【既報関連】ボルソナロ大統領の次男カルロス氏が9日に発した「民主主義では、ブラジルが望む速さでの変革は起こらない」という、独裁政権を擁護するかのような発言は、連邦政府、連邦議会、連邦検察庁、最高裁にまで波紋を投げかけている。11日付現地紙が報じている。
カルロス氏のツイートが9日のうちにブラジル弁護士会のフェリペ・クルス会長から批判を浴びたことは昨日付本紙でも報じた。カルロス氏はこうした批判に関し、「急いで改革を行いたい人には民主主義では時間がかかるといっただけであり、軍事政権を礼賛したわけじゃない」と反論し、「悪意に取ったマスコミが拡散しているのだ」と批判した。

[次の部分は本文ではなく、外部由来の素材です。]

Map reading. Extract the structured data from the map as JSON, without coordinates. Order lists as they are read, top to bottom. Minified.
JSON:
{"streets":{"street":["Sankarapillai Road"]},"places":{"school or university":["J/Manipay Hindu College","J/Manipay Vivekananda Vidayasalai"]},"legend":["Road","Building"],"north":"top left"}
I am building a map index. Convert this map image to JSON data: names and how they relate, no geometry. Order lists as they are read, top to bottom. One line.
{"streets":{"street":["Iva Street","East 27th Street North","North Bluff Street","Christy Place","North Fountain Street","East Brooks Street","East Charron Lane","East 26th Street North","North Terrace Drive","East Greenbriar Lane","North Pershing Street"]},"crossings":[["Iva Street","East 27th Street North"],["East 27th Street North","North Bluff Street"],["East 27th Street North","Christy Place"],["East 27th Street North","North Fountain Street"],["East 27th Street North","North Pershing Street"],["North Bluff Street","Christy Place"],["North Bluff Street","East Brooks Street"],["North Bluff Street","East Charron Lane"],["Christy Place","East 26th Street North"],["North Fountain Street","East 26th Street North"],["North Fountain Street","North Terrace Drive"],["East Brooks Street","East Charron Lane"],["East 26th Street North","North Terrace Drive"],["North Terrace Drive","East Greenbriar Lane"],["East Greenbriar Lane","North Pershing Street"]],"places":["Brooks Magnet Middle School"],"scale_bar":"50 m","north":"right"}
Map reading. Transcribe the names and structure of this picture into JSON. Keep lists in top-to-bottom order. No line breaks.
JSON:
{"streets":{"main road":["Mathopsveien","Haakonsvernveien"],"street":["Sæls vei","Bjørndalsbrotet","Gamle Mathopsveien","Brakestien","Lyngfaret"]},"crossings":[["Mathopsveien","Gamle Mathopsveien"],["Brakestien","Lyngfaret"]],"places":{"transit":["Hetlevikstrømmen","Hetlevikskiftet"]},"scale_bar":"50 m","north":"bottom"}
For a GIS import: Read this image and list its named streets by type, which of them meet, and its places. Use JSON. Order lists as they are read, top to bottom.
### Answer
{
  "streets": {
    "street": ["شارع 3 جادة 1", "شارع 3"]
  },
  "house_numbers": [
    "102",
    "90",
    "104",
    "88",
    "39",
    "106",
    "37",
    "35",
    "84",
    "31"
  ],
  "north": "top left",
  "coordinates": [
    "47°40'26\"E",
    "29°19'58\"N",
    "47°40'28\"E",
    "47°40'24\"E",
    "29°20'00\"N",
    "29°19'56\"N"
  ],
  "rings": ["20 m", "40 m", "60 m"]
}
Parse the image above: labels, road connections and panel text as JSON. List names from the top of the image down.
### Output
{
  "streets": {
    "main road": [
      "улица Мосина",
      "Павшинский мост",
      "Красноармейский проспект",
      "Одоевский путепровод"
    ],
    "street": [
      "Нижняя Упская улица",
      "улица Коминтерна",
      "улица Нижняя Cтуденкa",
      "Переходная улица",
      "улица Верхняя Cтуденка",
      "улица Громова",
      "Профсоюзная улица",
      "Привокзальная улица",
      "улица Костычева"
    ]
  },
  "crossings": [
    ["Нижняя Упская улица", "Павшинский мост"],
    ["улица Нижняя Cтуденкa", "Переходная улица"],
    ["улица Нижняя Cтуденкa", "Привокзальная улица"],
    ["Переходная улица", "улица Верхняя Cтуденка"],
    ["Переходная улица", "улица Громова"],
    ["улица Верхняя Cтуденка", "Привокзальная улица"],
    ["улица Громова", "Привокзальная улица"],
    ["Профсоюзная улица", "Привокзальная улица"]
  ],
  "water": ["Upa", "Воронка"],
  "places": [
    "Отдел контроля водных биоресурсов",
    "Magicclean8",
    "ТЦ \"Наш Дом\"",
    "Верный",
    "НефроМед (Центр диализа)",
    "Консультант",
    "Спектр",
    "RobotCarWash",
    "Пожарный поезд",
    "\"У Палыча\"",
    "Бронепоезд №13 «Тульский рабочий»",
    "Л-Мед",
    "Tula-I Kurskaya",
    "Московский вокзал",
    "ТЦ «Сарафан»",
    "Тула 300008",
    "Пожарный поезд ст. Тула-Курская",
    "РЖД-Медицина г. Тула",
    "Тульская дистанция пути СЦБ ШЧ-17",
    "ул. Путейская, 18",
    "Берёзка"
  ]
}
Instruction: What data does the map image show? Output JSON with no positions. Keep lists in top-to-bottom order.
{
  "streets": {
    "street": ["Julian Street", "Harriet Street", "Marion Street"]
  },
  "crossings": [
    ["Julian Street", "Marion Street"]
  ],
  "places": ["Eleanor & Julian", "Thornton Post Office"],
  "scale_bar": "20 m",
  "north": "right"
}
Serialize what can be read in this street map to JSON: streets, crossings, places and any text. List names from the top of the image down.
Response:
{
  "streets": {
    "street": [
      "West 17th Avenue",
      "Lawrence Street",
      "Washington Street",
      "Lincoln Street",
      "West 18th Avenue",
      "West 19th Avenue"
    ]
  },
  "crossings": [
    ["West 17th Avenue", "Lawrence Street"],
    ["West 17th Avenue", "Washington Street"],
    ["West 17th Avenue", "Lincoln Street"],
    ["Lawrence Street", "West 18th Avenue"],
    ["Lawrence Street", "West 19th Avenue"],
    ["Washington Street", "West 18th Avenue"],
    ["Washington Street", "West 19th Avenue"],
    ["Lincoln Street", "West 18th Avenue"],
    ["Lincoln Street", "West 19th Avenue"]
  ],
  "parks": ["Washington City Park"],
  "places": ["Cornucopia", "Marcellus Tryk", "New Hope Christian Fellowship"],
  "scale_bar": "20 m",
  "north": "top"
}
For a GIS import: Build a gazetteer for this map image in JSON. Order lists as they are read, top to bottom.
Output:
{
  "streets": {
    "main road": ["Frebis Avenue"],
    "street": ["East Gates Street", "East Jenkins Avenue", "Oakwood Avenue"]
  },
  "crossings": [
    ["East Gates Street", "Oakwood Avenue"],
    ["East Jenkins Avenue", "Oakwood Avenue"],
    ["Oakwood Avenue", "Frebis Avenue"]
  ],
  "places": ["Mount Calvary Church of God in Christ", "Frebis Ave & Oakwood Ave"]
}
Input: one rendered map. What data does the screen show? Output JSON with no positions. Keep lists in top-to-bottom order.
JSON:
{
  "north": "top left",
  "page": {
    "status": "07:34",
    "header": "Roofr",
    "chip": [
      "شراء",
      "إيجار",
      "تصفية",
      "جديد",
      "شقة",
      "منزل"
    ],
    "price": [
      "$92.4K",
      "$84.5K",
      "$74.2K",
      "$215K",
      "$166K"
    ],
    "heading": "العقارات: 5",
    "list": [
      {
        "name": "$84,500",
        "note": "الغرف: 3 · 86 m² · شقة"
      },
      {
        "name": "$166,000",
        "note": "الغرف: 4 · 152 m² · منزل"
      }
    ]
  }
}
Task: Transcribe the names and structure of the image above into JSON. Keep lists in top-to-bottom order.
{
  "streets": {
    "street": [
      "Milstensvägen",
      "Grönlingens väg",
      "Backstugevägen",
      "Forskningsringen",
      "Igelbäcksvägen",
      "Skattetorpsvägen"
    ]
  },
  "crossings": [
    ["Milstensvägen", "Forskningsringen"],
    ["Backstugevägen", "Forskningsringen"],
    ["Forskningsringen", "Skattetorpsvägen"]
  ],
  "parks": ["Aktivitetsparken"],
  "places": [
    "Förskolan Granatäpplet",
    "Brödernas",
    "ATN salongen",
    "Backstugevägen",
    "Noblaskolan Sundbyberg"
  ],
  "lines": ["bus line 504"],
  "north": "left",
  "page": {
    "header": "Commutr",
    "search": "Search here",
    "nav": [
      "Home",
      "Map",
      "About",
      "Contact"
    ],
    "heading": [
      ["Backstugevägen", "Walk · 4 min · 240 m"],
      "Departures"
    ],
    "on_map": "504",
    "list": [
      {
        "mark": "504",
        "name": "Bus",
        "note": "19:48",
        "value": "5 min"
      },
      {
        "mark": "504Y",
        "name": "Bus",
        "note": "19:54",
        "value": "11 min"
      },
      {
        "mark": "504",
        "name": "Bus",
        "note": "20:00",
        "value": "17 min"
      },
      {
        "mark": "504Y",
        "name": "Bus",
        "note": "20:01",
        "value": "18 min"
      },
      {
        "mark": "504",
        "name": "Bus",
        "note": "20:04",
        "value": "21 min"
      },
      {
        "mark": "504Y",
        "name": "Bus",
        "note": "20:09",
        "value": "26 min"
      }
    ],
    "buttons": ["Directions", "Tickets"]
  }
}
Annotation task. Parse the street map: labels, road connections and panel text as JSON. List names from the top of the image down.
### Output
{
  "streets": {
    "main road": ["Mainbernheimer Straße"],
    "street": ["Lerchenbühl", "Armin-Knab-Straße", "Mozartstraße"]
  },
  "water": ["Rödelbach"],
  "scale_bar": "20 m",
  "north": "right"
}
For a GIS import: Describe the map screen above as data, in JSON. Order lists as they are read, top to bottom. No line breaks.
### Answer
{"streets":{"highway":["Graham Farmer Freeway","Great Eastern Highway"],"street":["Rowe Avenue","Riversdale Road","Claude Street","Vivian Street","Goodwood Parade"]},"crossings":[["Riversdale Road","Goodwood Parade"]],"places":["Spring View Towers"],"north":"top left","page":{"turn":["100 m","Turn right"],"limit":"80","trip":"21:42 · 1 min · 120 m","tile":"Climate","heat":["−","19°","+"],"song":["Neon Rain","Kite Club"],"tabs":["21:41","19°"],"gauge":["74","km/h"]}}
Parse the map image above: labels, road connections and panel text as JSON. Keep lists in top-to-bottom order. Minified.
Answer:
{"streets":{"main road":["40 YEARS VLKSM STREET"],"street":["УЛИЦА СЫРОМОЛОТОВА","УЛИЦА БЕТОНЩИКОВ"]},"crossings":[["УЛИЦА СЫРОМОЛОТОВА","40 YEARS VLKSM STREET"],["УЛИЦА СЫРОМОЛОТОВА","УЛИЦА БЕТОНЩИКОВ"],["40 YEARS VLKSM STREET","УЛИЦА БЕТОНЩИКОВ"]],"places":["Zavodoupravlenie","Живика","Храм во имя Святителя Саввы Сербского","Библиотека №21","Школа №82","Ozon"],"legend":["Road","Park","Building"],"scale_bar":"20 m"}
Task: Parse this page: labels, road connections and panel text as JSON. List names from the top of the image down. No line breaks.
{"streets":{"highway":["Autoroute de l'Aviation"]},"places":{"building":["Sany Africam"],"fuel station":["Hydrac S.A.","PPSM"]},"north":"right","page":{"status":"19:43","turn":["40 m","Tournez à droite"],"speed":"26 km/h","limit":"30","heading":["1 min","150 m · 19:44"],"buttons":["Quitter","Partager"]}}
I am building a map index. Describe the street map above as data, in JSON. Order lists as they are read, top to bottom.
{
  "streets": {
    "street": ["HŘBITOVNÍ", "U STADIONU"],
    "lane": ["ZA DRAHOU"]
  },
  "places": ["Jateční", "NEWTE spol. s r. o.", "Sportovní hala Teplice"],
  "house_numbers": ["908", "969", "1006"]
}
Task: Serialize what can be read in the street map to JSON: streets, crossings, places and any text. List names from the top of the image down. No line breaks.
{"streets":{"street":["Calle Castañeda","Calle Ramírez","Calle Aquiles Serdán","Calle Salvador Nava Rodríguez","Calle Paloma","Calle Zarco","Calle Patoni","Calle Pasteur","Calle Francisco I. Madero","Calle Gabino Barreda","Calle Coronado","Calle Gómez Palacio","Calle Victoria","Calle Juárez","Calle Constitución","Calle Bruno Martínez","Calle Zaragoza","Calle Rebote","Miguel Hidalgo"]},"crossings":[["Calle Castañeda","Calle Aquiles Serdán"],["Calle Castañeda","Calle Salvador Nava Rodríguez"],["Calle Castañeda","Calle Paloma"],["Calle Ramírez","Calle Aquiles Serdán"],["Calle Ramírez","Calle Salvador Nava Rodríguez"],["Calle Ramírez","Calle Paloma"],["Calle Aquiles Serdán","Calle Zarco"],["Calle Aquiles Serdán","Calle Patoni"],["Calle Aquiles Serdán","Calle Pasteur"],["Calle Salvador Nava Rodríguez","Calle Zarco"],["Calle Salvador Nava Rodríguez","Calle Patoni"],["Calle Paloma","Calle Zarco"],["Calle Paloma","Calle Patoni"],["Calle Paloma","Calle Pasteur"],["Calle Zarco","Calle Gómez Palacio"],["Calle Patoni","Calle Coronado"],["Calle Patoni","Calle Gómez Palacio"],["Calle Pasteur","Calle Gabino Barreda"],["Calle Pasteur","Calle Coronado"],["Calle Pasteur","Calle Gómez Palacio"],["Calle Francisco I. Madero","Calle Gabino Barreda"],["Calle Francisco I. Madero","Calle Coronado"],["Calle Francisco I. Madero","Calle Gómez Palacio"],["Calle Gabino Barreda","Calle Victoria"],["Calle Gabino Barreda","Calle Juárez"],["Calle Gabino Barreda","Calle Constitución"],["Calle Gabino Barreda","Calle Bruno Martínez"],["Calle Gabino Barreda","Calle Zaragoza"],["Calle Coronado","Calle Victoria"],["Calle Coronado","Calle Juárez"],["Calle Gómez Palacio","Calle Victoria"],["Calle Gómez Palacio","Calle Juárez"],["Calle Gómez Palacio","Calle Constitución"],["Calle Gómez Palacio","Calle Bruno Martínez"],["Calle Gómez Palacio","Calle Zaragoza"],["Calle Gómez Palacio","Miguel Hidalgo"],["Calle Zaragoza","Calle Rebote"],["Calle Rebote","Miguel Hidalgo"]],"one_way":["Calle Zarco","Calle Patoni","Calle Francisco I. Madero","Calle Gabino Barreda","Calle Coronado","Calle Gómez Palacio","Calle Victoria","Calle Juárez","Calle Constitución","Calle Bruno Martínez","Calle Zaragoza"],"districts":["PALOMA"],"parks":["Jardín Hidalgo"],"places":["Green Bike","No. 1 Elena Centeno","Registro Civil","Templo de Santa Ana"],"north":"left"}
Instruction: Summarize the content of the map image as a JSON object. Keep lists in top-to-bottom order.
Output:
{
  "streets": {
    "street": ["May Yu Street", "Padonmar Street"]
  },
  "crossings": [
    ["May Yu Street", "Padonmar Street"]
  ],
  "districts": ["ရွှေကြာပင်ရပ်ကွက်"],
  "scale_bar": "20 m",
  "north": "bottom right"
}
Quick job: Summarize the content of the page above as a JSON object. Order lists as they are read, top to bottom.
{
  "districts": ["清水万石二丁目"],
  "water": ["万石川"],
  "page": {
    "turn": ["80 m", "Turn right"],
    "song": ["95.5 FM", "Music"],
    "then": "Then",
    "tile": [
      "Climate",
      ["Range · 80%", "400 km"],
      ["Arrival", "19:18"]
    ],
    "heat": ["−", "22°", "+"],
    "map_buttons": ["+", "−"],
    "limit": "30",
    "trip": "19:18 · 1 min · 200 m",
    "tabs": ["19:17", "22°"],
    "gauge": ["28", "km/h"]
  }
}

だが、その余波は本人が思っていた以上に大きなものとなった。
10日、ヘルニア手術で入院中のボルソナロ氏に代わって大統領代行を務めているモウロン副大統領は、「民主主義は西洋文明の柱だ」と語り、「立法府や司法府との対話を行うことで変革を速くすることは可能だ」と三権分立の重要さを説いた。
また、ダヴィ・アルコルンブレ上院議長は「民主主義を貶めるような発言を、私は軽蔑する」と発言。ロドリゴ・マイア下院議長も「民主主義国家にはそぐわない発言だ。民主主義システムがなければベネズエラのような国になってしまう」と揶揄し、「そういう発言をすると、国内の企業活動も、国外からの投資も不安定になる。代償は貧しい国になるだけだ」と批判した。
一方、ラケル・ドッジ検察庁長官も「我々、検察は、民主主義と自由をもって暴力や抑圧と戦い続けるのが使命だ」との声明を発表。さらに「SNSのような顔の見えないメディアでは人は他人に対して攻撃的になり、建設的でなくなるものだ」とも発言した。カルロス氏は父のネット分野の担当者で、大統領の支持者に影響力があることでも有名だ。
エスタード紙によれば、最高裁内部でも同発言に対して批判的な意見が相次いでおり、「ただでさえ弱まっている議会や最高裁との関係が、さらに弱くなる」などと語る判事もいたという。
この他、カルロス氏と対立して連邦政府を追われたカルロス・アルベルト・ドス・サントス・クルス前大統領府秘書室長官も、「不安定かつ幼稚な発言」と厳しい一言。2022年の大統領選でのボルソナロ大統領との対決が注目されるジョアン・ドリア・サンパウロ州知事は、「民主主義のあるところにしか政治も経済も生まれない」とし、同じく有力大統領候補のシロ・ゴメス氏も、「大統領の価値観を代弁しているにすぎない」と攻撃した。